The RBA’s 2016 Consumer Payments Survey shows the number of cash transactions has declined sharply over the past decade. In 2007, some 69 per cent of all transactions were made with cash, but by the end of 2016 this had dropped to 37 per cent.
Instead, the use of credit and debit cards has doubled to 52 per cent of transactions. Cash still tends to be favoured among older and low-income Australians, the RBA says.
In fact, card transactions have become so ubiquitous that a handful of businesses no longer take cash. At Spice Alley in Sydney’s Kensington Street, Chippendale, none of the restaurants accept cash, with the CEO Marcus Chang explaining that cashless payments are more secure, quicker for consumers and reduces bookkeeping.
The decline in cash is in part driven by the sharp rise in cashless payments. According to the RBA, ‘tap and go’ payments make up over 60 per cent of all card payments at point-of-sale.
However, while more and more small payments are being made with contactless ‘tap and go’ cards, cash is still often used for lower-value transactions and accounts for a significant share of payments for some segments of the community.
According to the RBA, cash still tends to be favoured among older and low-income Australians. As such many retailers, including Australia Post, continue supporting those who prefer paying in cash while offering consumers a diversity of payment options.
Very few smart phone payments
However, despite very high rates of smart phone penetration in Australia, mobile phone payments make up only 1 per cent of total payments, with the RBA saying most consumers are satisfied with their current payment methods.
Catherine Batch, an associate at the Payments Consulting Network, says Australians tend to stick with tried and true payment methods which they know are safe. They will need incentives such as loyalty points to switch payment methods. “You can change people’s behaviour by offering really easy understood benefits in loyalty programs,” she says.
Mobile payments are fast gaining traction in South Korea, where retail giants such as Shinsegae Group, Lotte Group and Hyundai Group actively launched and promoted their own payment solutions through their outlets and enjoyed rapid share gain. Batch says banks, retailers and phone companies in South Korea have all cooperated to create compelling loyalty offers for consumers.
In Australia, payments innovation will be boosted by the launch of the New Payments Platform in January next year. The NPP is a new payments infrastructure build by a consortium of commercial banks and the RBA that will facilitate instant, data-rich payments.
“I think we’ll see some exciting things being launched within Australia and people may have thought of them a few years ago but they’re waiting to have them ready to release based on waiting to see what NPP produces,” Batch says.
Instead of users having to wait overnight or longer for cash to move from the payer’s to the payee’s bank account, it will happen in a matter of seconds. Payers will be able to make payments using the recipient’s mobile phone number or internet address rather than their bank account number.

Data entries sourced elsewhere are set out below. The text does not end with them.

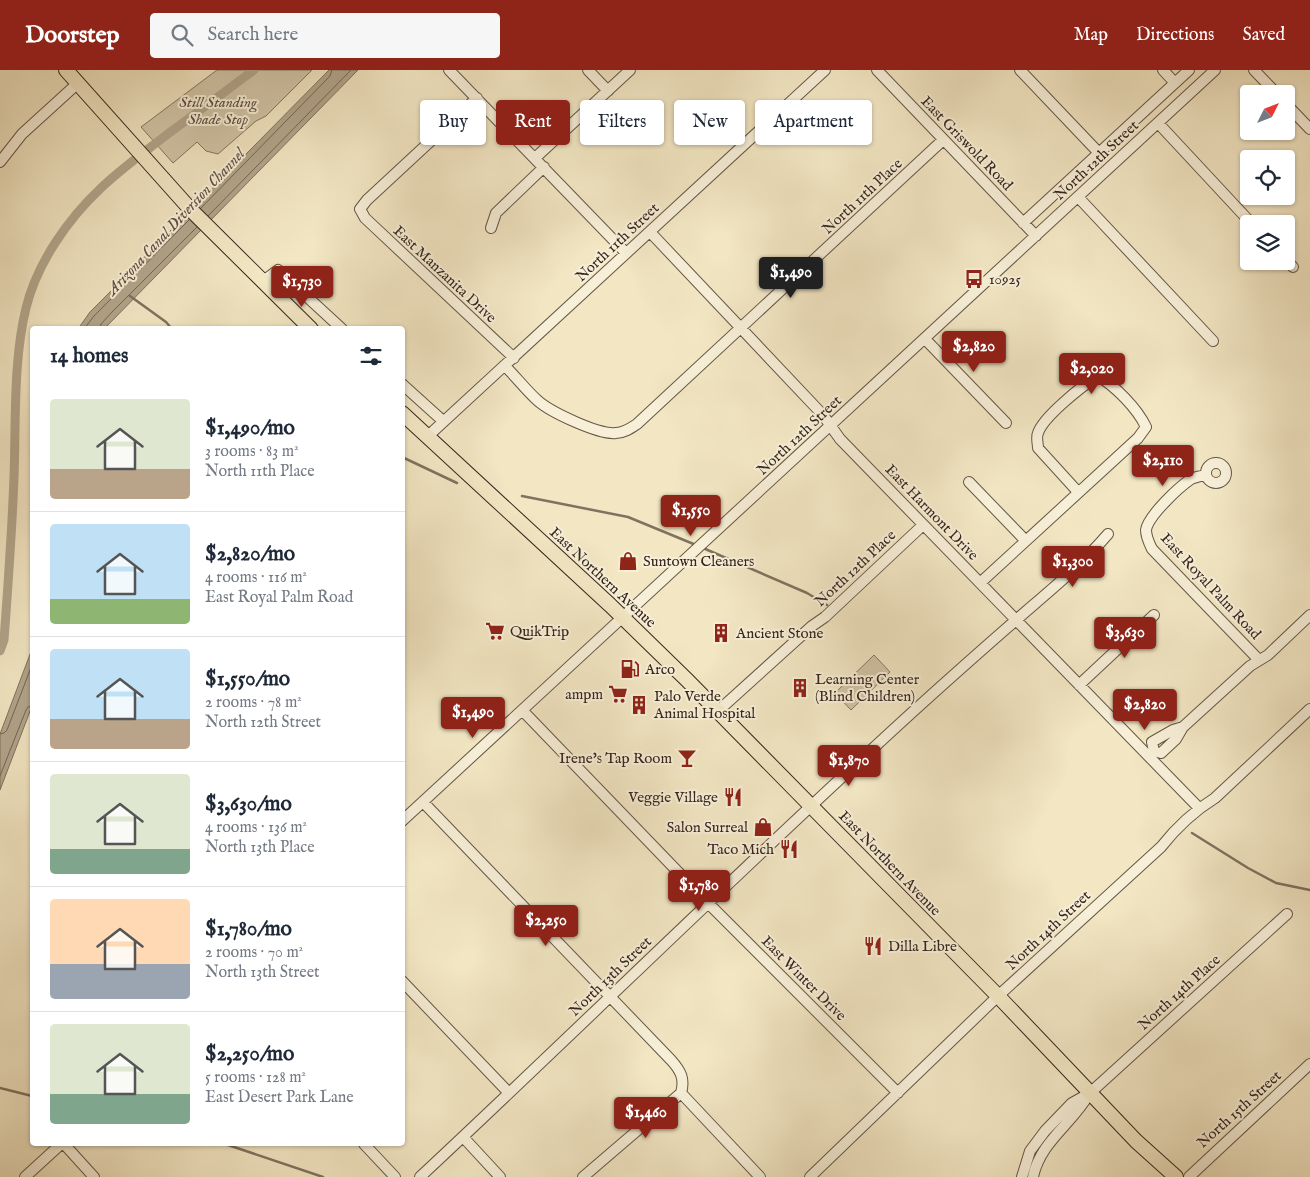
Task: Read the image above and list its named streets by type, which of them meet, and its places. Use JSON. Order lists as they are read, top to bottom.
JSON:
{
  "streets": {
    "main road": ["East Northern Avenue"],
    "street": [
      "East Griswold Road",
      "North 12th Street",
      "North 11th Place",
      "North 11th Street",
      "East Manzanita Drive",
      "East Harmont Drive",
      "North 12th Place",
      "East Royal Palm Road",
      "North 14th Street",
      "North 13th Street",
      "East Winter Drive",
      "North 14th Place",
      "North 15th Street"
    ]
  },
  "crossings": [
    ["East Griswold Road", "North 12th Street"],
    ["East Griswold Road", "North 11th Place"],
    ["North 12th Street", "East Harmont Drive"],
    ["North 12th Street", "East Northern Avenue"],
    ["North 12th Street", "East Winter Drive"],
    ["North 11th Place", "North 11th Street"],
    ["North 11th Place", "East Harmont Drive"],
    ["North 11th Street", "East Manzanita Drive"],
    ["North 11th Street", "East Harmont Drive"],
    ["North 11th Street", "East Northern Avenue"],
    ["East Harmont Drive", "North 12th Place"],
    ["East Harmont Drive", "North 14th Street"],
    ["East Harmont Drive", "North 13th Street"],
    ["North 12th Place", "East Northern Avenue"],
    ["East Northern Avenue", "North 14th Street"],
    ["East Northern Avenue", "North 13th Street"],
    ["East Northern Avenue", "North 14th Place"],
    ["North 14th Street", "East Winter Drive"],
    ["North 13th Street", "East Winter Drive"]
  ],
  "water": ["Arizona Canal Diversion Channel"],
  "parks": ["Still Standing Shade Stop"],
  "places": {
    "bus stop": ["10925"],
    "shop": ["Suntown Cleaners", "Salon Surreal"],
    "supermarket": ["QuikTrip", "ampm"],
    "building": ["Ancient Stone", "Learning Center (Blind Children)", "Palo Verde Animal Hospital"],
    "fuel station": ["Arco"],
    "bar": ["Irene's Tap Room"],
    "restaurant": ["Veggie Village", "Taco Mich", "Dilla Libre"]
  },
  "north": "top right",
  "page": {
    "header": "Doorstep",
    "search": "Search here",
    "nav": ["Map", "Directions", "Saved"],
    "chip": [
      "Buy",
      "Rent",
      "Filters",
      "New",
      "Apartment"
    ],
    "price": [
      "$1,490",
      "$1,730",
      "$2,820",
      "$2,020",
      "$2,110",
      "$1,550",
      "$1,300",
      "$3,630",
      "$2,820",
      "$1,490",
      "$1,870",
      "$1,780",
      "$2,250",
      "$1,460"
    ],
    "heading": "14 homes",
    "list": [
      {
        "name": "$1,490/mo",
        "note": "3 rooms · 83 m² · North 11th Place"
      },
      {
        "name": "$2,820/mo",
        "note": "4 rooms · 116 m² · East Royal Palm Road"
      },
      {
        "name": "$1,550/mo",
        "note": "2 rooms · 78 m² · North 12th Street"
      },
      {
        "name": "$3,630/mo",
        "note": "4 rooms · 136 m² · North 13th Place"
      },
      {
        "name": "$1,780/mo",
        "note": "2 rooms · 70 m² · North 13th Street"
      },
      {
        "name": "$2,250/mo",
        "note": "5 rooms · 128 m² · East Desert Park Lane"
      }
    ]
  }
}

And instead of data being limited to 18 characters, payments can be accompanied by a large amount of information and even have documents attached to them. This has many potential applications, including making for easier reconciliation of payments by businesses.
Banks working on new payments applications
All the major banks are developing their own NPP applications – known as overlay services – but BPAY will be first to market with Osko. The service will let people to pay in real-time with funds available almost immediately, regardless of their different financial institutions and time of day or week. It will also enable people to send a 280-character description with their payment, making it easier for both parties to know what the money is for.
Interestingly, online purchases made up only 13 per cent of payments in 2016, unchanged from three years earlier. While the use of cash is declining, demand for cash remains strong. At November last year there were around 1.5 billion Australian banknotes in circulation, worth $73 billion.
“Cash has a number of attributes that may be valued by end users,” the RBA says in its payments report. It has near-universal acceptance, facilitates simultaneous exchange and instantaneous settlement, is convenient for person-to-person payments, can still be used at times when electronic payment methods are unavailable due to internet or electricity outages and is anonymous.
Batch expects cash will remain part of the Australian economy for another two decades and adds that government intervention will likely be necessary for Australia to become totally cash free.